**About this exercise:** Retype the entries exactly; omit all pictures.

(Study material begins)

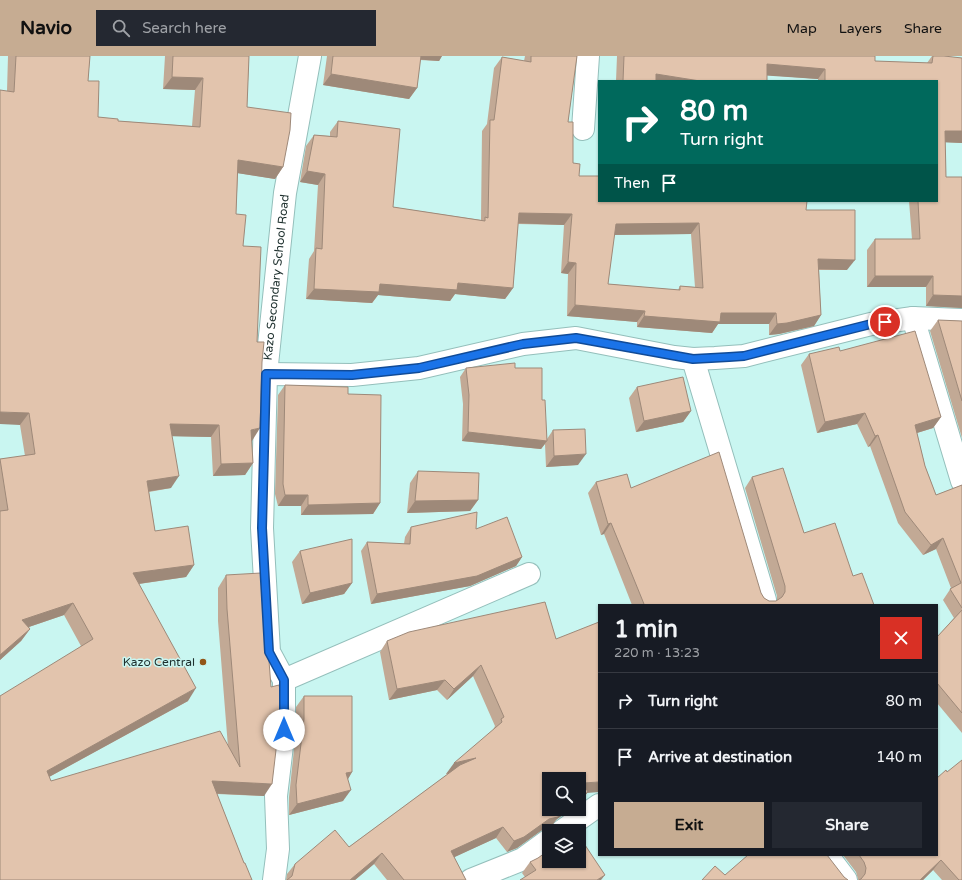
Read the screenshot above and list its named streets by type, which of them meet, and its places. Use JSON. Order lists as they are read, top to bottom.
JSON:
{
  "streets": {
    "street": ["Kazo Secondary School Road"]
  },
  "places": ["Kazo Central"],
  "page": {
    "header": "Navio",
    "search": "Search here",
    "nav": ["Map", "Layers", "Share"],
    "turn": ["80 m", "Turn right"],
    "then": "Then",
    "heading": ["1 min", "220 m · 13:23"],
    "list": [
      {
        "name": "Turn right",
        "value": "80 m"
      },
      {
        "name": "Arrive at destination",
        "value": "140 m"
      }
    ],
    "buttons": ["Exit", "Share"]
  }
}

(Study material ends)

**Result for this exercise:**
Read the screenshot above and list its named streets by type, which of them meet, and its places. Use JSON. Order lists as they are read, top to bottom.
JSON:
{
  "streets": {
    "street": ["Kazo Secondary School Road"]
  },
  "places": ["Kazo Central"],
  "page": {
    "header": "Navio",
    "search": "Search here",
    "nav": ["Map", "Layers", "Share"],
    "turn": ["80 m", "Turn right"],
    "then": "Then",
    "heading": ["1 min", "220 m · 13:23"],
    "list": [
      {
        "name": "Turn right",
        "value": "80 m"
      },
      {
        "name": "Arrive at destination",
        "value": "140 m"
      }
    ],
    "buttons": ["Exit", "Share"]
  }
}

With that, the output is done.